Letters from Maine

Hidden costs


 

By the time you reach age 55, 18% of your pediatrician colleagues – or you yourself – will have been sued for malpractice. As many as 64% of your brother and sister obstetrician-gynecologists will have suffered the same fate. These numbers come from a pool of recent data released by the American Medical Association that suggest that nearly half of physicians in this country will be sued for malpractice by age 55 years.

the scales of justice in a courtroom are shown tomloel/ThinkStock
A related release by the AMA details the outcomes and financial costs of malpractice suits between 2006 and 2015 (“Medical professional liability insurance indemnity payments, expenses, and claim disposition, 2006-2015,” by Jose R. Guardado, PhD, AMA Policy Research Perspectives, 2018). In a press release accompanying the publication of these two studies AMA President David O. Barbe, MD, MHA, observes, “Even though the vast majority of claims are dropped, dismissed, or withdrawn, the heavy cost associated with a litigious climate takes a significant financial toll on our health care system when the nation is working to reduce unnecessary health care costs.”

I have read the AMA’s press release and the two studies several times and didn’t see a single reference to the emotional toll taken on the health care providers who have been sued.

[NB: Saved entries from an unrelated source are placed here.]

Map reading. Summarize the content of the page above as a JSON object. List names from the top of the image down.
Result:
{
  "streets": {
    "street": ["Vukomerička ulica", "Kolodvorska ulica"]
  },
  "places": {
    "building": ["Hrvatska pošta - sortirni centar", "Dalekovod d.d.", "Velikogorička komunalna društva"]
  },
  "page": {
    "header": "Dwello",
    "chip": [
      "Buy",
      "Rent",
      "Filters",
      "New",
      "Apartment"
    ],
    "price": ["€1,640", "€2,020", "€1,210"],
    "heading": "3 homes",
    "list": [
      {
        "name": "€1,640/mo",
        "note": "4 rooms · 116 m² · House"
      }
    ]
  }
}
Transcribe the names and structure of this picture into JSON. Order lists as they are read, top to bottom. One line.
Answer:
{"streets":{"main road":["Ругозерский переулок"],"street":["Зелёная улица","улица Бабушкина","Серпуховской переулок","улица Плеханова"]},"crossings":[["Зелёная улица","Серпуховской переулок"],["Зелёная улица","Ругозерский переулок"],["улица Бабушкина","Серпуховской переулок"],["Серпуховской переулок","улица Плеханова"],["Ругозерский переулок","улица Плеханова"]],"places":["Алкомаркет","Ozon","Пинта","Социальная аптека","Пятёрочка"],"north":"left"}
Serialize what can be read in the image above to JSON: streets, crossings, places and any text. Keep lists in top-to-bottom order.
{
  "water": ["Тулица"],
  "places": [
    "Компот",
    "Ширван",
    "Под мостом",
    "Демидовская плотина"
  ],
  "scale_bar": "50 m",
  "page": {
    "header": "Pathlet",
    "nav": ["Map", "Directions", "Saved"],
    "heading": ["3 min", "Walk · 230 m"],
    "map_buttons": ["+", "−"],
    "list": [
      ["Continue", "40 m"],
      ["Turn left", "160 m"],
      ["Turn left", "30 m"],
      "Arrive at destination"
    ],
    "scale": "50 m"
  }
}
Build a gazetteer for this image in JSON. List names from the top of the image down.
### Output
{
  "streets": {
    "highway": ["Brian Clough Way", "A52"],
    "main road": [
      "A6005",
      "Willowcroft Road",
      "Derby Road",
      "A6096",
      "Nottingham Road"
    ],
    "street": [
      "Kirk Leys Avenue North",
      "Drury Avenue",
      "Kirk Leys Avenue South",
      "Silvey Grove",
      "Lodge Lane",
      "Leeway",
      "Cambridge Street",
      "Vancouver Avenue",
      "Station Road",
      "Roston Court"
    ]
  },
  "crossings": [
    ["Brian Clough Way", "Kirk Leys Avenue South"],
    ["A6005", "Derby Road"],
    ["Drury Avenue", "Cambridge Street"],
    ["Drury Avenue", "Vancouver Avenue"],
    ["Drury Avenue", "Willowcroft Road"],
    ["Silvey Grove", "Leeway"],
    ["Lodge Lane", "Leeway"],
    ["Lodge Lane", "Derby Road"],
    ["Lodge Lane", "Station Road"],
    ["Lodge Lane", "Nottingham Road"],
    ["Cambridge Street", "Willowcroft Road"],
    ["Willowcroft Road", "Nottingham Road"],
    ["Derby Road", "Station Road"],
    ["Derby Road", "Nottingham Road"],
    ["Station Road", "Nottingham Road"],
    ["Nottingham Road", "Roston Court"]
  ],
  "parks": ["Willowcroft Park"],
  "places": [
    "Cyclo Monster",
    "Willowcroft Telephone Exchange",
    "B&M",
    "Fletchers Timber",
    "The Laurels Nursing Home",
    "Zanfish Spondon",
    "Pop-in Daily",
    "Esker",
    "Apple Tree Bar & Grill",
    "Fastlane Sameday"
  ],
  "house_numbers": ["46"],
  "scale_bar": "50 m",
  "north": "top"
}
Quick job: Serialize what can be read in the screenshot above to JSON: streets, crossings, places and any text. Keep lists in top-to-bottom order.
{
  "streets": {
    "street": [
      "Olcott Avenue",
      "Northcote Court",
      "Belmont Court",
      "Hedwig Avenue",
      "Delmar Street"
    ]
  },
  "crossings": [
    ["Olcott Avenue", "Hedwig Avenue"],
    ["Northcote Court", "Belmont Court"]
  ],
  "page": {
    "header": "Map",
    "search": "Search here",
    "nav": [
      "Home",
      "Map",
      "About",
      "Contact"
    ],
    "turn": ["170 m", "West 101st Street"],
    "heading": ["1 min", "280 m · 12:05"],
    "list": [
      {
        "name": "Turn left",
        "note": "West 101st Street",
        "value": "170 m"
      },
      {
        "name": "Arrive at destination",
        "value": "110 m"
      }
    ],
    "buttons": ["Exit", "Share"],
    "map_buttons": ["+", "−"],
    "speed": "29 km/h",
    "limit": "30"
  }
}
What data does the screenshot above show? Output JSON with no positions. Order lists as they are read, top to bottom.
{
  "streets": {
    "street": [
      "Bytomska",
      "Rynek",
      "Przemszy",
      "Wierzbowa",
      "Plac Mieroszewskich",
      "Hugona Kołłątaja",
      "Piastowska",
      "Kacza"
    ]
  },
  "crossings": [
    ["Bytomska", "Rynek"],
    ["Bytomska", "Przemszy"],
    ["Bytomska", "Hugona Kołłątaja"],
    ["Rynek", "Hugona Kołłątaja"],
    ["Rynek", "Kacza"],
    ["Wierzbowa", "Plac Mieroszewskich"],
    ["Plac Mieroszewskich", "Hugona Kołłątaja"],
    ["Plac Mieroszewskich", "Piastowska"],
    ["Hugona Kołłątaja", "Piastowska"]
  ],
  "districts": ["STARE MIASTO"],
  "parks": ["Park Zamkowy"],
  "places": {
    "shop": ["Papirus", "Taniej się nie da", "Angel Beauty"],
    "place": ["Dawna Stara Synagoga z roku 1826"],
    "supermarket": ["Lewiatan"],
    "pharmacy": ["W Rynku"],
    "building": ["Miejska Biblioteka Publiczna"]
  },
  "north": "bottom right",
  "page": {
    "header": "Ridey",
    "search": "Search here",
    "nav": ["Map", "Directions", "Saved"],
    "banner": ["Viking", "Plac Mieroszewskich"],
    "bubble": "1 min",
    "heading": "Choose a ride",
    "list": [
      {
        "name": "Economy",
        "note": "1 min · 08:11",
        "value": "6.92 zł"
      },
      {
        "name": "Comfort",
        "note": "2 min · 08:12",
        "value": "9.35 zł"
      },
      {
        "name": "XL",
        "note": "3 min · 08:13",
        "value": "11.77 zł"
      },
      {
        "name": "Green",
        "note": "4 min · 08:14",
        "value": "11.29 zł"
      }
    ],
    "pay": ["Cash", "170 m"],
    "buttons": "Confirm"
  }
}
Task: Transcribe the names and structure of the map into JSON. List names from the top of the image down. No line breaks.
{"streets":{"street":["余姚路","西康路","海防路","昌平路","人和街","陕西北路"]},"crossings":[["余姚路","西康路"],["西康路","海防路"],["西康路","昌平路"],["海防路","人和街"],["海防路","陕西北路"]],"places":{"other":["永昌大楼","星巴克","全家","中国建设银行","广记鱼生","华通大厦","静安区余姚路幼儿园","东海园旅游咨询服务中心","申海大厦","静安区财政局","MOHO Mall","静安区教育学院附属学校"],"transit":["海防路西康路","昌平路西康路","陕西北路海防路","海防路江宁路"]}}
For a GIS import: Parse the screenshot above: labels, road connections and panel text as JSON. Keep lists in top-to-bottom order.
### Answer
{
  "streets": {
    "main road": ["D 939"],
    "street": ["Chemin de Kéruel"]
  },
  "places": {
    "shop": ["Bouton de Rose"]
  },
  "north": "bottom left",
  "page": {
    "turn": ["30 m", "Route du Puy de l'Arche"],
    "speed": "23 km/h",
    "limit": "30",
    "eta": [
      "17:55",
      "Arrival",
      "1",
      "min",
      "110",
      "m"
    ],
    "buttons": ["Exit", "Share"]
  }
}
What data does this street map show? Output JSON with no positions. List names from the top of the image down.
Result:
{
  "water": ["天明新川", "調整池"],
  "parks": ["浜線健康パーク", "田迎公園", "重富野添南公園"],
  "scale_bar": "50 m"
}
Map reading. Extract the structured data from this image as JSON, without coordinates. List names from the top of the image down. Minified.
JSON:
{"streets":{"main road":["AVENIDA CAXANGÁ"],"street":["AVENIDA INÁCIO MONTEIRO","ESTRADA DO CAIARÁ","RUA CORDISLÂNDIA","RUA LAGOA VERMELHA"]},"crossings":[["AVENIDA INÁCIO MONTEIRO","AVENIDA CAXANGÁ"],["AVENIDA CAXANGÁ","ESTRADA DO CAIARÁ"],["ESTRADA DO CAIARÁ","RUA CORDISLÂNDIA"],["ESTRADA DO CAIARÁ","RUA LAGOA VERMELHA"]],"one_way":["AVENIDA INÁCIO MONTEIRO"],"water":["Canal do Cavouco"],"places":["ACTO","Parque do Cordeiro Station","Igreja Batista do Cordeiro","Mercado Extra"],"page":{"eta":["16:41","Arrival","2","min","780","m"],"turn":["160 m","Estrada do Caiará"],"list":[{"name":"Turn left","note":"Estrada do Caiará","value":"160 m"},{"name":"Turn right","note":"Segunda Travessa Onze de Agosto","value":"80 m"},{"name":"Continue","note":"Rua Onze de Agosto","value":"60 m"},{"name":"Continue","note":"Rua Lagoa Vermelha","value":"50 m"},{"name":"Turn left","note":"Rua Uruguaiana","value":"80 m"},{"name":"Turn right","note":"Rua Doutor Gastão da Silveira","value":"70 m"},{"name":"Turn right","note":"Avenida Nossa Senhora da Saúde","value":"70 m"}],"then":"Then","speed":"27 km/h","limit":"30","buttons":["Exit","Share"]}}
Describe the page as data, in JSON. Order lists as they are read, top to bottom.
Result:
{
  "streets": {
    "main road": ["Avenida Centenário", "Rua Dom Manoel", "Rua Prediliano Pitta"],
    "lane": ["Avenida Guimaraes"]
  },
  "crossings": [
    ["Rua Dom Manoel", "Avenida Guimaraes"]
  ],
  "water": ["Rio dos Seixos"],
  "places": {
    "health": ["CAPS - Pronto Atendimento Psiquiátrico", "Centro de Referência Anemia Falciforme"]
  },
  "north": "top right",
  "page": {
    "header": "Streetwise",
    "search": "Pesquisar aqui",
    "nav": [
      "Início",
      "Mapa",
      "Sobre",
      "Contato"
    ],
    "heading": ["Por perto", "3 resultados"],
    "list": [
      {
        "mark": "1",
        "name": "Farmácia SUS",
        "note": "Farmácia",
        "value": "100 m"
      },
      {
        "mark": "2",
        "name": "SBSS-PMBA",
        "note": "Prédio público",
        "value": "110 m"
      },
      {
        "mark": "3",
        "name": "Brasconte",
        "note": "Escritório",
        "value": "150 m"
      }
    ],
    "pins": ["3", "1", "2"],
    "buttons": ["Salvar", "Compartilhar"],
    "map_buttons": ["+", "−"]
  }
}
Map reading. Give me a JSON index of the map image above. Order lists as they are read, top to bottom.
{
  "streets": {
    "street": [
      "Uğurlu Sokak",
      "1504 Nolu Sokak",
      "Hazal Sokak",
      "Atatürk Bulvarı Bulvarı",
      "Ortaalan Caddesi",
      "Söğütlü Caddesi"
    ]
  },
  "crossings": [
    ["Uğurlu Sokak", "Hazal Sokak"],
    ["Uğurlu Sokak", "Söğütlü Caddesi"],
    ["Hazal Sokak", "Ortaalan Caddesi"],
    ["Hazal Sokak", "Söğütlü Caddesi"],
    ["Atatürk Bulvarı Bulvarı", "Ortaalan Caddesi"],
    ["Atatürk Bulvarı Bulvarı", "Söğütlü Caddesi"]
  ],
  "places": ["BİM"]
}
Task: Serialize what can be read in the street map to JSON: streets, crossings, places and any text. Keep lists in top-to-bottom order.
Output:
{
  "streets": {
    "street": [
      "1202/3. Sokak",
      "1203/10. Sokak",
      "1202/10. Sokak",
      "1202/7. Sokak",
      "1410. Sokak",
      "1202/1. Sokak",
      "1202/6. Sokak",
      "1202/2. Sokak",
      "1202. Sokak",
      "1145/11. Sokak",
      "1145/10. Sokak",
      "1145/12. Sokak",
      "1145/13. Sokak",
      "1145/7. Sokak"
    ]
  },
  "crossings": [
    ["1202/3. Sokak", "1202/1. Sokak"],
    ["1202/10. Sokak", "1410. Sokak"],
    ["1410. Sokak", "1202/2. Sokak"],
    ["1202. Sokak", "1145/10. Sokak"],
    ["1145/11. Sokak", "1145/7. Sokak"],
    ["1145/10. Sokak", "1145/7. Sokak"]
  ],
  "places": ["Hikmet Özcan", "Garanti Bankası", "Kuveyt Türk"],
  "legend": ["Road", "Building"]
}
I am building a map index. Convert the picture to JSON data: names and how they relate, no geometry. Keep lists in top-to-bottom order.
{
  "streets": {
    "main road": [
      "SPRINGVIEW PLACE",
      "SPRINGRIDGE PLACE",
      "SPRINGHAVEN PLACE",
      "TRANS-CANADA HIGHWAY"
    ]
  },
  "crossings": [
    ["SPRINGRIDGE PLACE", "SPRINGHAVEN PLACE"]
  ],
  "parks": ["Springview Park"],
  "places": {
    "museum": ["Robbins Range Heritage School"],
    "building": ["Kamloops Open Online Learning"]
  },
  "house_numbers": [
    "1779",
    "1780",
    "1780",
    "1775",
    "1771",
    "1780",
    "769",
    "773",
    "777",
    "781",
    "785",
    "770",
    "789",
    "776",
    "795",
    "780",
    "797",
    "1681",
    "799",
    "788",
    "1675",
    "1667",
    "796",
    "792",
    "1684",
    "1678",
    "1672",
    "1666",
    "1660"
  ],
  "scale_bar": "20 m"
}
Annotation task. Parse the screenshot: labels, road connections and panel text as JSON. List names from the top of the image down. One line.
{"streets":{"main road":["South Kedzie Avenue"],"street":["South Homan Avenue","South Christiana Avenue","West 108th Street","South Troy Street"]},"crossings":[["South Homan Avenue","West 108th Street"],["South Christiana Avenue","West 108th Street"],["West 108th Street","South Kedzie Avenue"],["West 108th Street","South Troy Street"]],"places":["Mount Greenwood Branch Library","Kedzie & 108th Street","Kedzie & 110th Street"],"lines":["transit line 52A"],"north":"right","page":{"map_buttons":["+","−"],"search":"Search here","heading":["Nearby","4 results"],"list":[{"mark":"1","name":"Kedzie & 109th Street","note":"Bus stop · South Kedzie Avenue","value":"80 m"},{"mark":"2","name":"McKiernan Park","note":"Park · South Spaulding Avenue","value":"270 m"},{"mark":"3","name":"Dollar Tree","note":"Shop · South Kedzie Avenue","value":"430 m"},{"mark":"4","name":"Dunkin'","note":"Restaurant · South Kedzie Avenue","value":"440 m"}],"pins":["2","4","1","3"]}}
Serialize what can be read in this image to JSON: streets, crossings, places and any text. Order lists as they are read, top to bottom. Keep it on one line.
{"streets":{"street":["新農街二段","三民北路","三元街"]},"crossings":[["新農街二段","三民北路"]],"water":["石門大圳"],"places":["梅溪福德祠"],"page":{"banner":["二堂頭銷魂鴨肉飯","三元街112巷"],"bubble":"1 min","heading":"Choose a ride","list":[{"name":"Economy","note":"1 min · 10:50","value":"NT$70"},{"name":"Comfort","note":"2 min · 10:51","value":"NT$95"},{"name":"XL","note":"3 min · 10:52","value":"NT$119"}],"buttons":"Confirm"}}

Of course, although it is easy to imagine that the human cost of a malpractice suit is probably high, it is not one of those figures that the number crunchers can find in their data sets and spreadsheets.

As someone who has endured a malpractice suit that went to trial, I can bear personal witness to the emotional challenges that come with litigation. Although a case that goes to trial is unusual (7%), most cases like ours are won by defendants (87.5%). That number was of little or no reassurance to me and my codefendants. Every waking hour during the 7 years that it took our case to play out was darkened by the threat to my professional career. Every trip to the mailbox was an exercise in courage. Would there be another piece of voluminous communication to remind me of the terrible reality?